Вместе с Грязновым губернатор вышел в приемную. Женщина быстро поднялась навстречу, с мольбой глядя на Татищева. Лицо у того перекосилось, как от зубной боли.

— Ничего не мог сделать для вас, сударыня, — сказал он, глядя мимо нее. — Крепитесь, вас ожидает еще большее испытание.

— Боже, что случилось? — испуганно вскрикнула женщина. — Ваше сиятельство, умоляю…

— Вам следует поспешить в тюрьму, — все так же стараясь не встречаться с нею взглядом, сказал Татищев.

Чиновник пытался проводить Грязнова до лестницы, заискивающе заглядывал в лицо, весь так и таял в сладчайшей улыбке.

— Болван! — процедил ему сквозь зубы Грязнов. И нисколько не заботясь, какое это произвело впечатление, пошел крупным шагом.

10

Что бы, казалось, такого: человек захотел побывать на родине своих предков. Собрался, пошел или поехал — и на месте, вспоминай, грусти о невозвратимом. Никому до этого нет дела.

Но это, если — человек! Совсем не то получается, когда собирается в поездку наместник бога на земле.

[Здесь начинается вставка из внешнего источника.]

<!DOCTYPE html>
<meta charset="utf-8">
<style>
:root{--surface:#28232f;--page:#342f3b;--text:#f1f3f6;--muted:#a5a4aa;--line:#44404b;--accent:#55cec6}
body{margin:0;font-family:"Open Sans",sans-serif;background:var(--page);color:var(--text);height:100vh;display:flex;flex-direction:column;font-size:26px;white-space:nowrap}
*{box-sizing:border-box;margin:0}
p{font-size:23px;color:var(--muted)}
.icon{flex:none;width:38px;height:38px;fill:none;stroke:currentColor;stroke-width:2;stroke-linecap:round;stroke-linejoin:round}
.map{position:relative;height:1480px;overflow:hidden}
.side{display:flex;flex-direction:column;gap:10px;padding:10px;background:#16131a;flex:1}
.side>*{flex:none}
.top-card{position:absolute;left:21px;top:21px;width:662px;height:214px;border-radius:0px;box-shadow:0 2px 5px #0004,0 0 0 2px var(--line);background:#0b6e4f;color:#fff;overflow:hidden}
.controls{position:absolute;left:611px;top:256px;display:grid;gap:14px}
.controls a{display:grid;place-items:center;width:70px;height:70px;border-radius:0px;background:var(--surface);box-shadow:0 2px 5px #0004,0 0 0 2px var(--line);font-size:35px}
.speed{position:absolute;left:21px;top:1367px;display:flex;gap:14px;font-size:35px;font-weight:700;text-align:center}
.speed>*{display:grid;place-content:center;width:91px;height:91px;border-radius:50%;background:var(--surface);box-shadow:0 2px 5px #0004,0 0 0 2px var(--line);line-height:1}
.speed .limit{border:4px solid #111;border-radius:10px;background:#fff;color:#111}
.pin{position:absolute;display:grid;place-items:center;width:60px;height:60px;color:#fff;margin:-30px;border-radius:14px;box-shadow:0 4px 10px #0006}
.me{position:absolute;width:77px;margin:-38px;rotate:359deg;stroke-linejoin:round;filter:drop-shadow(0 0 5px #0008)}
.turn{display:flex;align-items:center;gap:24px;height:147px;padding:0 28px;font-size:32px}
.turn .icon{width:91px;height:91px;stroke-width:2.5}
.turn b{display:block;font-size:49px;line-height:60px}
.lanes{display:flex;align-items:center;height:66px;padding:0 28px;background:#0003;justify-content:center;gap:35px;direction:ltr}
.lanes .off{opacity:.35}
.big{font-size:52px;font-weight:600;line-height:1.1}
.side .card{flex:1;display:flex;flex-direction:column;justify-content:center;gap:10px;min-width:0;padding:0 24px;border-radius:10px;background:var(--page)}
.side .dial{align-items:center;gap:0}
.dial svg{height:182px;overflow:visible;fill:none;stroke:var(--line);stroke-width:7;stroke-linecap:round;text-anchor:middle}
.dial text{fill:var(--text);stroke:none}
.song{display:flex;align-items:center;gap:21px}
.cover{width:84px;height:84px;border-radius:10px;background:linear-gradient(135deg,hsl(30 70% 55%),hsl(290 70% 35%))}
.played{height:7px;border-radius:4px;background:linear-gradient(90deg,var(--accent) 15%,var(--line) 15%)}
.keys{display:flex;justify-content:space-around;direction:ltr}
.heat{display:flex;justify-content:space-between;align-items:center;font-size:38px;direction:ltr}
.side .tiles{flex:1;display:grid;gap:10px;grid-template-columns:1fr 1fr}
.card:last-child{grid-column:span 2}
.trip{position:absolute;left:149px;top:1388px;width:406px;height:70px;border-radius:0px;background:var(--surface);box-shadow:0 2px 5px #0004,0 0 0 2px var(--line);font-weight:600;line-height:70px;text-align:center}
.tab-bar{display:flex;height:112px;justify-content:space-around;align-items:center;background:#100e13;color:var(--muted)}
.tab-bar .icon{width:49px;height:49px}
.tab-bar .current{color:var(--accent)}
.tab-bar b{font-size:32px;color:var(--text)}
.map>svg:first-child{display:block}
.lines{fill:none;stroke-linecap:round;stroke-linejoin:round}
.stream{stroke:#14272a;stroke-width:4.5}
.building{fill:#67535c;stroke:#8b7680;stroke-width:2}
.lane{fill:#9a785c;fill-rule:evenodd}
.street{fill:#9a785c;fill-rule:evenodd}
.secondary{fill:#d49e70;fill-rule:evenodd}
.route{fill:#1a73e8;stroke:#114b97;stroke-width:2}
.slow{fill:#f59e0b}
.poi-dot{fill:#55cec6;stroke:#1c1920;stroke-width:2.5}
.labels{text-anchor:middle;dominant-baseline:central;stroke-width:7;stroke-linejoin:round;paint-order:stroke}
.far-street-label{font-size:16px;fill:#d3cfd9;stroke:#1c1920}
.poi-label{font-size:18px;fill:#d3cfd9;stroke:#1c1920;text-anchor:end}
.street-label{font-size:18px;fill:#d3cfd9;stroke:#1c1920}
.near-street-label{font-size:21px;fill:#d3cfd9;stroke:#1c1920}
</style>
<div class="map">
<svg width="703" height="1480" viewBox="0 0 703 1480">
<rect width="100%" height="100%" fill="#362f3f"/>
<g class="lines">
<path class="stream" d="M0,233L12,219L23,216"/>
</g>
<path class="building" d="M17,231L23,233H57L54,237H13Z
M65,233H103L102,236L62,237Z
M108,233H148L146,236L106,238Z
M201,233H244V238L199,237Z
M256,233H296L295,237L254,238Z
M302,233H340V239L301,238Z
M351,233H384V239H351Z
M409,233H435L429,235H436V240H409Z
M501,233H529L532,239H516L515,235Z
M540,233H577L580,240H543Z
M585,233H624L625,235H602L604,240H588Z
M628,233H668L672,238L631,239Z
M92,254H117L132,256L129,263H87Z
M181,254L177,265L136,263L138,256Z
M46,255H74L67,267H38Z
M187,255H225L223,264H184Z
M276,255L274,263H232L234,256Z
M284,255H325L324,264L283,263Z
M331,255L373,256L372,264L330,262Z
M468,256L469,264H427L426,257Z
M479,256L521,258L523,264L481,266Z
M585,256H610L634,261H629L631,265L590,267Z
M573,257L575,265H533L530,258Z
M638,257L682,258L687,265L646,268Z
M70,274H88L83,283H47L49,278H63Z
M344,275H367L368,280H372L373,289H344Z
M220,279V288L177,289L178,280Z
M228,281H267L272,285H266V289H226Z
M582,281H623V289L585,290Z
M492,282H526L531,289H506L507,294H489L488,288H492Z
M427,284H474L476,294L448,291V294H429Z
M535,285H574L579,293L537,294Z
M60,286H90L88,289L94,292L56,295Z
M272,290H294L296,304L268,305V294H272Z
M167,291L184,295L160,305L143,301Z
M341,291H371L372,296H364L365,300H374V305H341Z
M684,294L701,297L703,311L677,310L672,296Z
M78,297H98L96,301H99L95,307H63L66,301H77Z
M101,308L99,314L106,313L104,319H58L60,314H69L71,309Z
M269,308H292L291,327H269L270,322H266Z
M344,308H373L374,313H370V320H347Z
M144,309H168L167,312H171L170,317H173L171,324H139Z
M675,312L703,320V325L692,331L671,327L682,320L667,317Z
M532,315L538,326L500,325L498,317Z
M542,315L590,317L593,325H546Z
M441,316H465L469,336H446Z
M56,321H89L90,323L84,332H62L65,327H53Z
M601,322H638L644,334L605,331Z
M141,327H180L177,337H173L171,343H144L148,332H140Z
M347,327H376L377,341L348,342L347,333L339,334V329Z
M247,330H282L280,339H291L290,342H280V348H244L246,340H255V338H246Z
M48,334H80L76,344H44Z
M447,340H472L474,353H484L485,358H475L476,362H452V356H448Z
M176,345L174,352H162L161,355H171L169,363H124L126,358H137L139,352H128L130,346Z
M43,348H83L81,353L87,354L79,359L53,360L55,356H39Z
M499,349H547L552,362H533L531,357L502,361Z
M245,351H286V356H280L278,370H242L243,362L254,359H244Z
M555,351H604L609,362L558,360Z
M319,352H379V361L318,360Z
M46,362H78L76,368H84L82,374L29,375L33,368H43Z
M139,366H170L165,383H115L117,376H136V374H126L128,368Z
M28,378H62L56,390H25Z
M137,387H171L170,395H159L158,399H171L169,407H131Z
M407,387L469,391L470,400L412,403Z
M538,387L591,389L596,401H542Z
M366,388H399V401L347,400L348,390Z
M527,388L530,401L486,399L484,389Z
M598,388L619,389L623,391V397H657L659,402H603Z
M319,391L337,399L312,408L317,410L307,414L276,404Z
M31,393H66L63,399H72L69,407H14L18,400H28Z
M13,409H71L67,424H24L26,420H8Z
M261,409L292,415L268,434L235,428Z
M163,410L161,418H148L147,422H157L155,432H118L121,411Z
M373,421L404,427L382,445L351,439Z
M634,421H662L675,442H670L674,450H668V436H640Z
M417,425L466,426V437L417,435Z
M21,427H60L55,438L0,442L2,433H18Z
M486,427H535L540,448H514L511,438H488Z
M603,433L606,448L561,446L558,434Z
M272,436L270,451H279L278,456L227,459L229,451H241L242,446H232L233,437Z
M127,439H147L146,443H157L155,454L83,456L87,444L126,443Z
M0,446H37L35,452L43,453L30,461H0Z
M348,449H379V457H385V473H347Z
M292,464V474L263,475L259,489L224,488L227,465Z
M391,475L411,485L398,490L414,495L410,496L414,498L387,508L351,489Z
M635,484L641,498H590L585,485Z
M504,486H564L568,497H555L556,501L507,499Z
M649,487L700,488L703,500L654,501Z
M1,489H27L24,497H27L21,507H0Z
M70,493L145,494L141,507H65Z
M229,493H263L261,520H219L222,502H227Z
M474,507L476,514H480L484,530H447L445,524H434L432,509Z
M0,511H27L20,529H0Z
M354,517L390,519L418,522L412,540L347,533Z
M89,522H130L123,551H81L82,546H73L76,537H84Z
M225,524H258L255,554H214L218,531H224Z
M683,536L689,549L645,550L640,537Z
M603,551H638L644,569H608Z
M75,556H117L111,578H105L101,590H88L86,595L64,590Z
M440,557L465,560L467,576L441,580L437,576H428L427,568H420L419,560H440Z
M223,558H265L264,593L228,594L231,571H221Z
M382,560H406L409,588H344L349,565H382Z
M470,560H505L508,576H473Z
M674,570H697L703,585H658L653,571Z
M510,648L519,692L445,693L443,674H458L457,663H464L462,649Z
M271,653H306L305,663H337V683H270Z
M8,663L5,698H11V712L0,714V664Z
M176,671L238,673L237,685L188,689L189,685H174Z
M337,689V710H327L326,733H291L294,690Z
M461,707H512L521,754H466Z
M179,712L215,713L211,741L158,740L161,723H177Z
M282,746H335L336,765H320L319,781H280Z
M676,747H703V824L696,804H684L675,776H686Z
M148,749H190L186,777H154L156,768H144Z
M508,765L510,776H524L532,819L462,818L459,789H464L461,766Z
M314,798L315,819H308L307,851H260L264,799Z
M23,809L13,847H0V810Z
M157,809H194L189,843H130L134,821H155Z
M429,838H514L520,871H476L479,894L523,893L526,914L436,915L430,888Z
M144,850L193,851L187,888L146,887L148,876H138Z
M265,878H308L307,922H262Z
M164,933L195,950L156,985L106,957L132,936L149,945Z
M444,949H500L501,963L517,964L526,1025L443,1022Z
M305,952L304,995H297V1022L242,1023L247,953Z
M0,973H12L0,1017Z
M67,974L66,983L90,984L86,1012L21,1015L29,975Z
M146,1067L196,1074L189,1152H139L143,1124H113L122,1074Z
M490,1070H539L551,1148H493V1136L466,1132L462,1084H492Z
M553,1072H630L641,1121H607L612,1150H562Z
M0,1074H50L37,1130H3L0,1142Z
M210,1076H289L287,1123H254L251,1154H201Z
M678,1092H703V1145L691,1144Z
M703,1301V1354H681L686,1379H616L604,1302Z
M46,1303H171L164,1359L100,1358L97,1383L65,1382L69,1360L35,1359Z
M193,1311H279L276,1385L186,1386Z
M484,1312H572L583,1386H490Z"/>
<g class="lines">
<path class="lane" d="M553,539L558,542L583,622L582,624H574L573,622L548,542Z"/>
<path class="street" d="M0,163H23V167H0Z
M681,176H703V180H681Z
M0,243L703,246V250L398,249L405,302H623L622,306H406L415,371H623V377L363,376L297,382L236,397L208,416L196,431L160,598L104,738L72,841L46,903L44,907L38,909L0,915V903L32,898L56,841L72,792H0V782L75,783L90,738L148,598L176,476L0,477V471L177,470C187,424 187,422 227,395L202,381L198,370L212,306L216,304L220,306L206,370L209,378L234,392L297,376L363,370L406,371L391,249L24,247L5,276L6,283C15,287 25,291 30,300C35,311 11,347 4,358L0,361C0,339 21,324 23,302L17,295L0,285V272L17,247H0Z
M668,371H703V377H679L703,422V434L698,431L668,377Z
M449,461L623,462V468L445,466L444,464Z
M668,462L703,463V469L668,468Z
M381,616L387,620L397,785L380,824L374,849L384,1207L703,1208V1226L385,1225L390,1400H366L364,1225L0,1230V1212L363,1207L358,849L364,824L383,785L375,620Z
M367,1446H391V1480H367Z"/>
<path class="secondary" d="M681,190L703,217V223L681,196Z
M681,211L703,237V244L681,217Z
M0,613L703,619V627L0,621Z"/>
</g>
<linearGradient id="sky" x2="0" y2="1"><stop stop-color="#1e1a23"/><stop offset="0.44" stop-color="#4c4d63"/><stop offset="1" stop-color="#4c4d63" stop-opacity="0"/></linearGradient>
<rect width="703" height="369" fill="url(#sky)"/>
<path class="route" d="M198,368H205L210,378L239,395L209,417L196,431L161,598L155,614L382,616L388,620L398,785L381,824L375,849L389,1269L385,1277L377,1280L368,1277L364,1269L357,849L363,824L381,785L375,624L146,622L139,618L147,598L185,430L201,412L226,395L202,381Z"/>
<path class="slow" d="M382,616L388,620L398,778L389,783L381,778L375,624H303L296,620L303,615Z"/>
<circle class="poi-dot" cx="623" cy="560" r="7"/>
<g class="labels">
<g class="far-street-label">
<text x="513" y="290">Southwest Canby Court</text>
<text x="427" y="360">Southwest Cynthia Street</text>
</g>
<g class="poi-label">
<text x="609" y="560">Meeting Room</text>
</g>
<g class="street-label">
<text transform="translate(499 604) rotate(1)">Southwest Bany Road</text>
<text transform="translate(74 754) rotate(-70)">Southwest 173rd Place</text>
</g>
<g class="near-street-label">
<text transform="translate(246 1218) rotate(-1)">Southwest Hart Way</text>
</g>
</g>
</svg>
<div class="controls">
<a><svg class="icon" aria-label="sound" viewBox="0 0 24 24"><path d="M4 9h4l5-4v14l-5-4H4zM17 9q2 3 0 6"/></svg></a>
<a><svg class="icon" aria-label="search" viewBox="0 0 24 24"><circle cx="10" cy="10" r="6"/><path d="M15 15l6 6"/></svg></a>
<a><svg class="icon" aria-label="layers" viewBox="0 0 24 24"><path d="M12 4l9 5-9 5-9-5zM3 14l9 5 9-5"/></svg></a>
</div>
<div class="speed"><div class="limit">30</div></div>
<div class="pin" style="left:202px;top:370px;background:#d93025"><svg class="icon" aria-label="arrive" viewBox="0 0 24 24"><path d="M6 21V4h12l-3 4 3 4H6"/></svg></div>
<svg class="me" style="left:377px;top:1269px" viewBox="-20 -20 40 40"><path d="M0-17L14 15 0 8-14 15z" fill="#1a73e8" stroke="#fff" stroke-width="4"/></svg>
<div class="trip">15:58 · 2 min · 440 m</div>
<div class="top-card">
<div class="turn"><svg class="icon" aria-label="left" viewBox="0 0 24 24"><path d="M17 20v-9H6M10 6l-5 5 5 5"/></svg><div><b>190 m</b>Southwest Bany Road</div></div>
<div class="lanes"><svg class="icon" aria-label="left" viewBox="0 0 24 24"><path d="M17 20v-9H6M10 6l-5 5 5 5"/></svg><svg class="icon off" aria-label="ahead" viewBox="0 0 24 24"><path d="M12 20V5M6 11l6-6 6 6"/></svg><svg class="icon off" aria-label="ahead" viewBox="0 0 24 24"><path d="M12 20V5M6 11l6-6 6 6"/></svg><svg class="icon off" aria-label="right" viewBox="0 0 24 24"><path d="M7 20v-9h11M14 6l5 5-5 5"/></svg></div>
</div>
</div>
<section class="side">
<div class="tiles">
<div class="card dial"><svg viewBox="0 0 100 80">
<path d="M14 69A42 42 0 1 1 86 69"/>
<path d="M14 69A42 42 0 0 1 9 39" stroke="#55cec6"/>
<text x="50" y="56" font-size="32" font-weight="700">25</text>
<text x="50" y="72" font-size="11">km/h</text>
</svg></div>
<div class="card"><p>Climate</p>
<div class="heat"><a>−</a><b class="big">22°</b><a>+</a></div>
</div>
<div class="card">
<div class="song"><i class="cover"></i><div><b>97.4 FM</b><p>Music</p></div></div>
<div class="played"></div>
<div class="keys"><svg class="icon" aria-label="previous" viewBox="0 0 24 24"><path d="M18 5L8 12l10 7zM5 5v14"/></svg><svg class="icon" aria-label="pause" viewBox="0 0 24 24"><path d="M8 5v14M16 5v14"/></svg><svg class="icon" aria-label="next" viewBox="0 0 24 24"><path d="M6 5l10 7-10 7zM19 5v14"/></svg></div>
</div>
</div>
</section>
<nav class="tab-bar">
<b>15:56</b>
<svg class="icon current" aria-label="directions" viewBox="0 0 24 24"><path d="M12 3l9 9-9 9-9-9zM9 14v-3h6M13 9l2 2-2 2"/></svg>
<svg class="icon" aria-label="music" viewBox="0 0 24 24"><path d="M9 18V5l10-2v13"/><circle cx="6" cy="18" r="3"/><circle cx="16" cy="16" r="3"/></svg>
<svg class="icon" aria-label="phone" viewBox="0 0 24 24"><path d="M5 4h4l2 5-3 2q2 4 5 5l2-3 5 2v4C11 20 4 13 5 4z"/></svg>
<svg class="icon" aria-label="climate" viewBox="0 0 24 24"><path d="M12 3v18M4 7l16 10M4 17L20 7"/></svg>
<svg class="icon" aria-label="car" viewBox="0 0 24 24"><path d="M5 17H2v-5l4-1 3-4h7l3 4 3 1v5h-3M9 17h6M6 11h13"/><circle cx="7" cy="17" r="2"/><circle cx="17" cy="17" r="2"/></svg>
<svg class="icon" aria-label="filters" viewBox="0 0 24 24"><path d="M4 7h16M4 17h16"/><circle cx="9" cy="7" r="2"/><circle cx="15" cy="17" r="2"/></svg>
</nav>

Царь Николай Второй, отмечая трехсотлетие дома Романовых, вознамерился посетить древнюю Кострому и Ярославль. Кострому потому, что оттуда вышел его прародитель Михаил Романов, Ярославль — там Михаил Федорович начал править Землей русской. В лихую годину, когда терзали Русь польские и шведские отряды, слал он из Ярославского Спасо-Преображенского монастыря, где остановился в келье настоятеля, свои первые монаршие указы. Первый — Земскому Собору: согласен-де вступить на престол, пострадать за Землю русскую; следующие воеводам: одним идти на Тихвин навстречу шведам, другим под Воронеж — покарать воровскую польскую девку Марину Мнишек с ее новым любовником, предателем, казачьим атаманом Иваном Заруцким. Почти целый месяц Ярославль был столицей государства, как тут обойти его монаршим вниманием.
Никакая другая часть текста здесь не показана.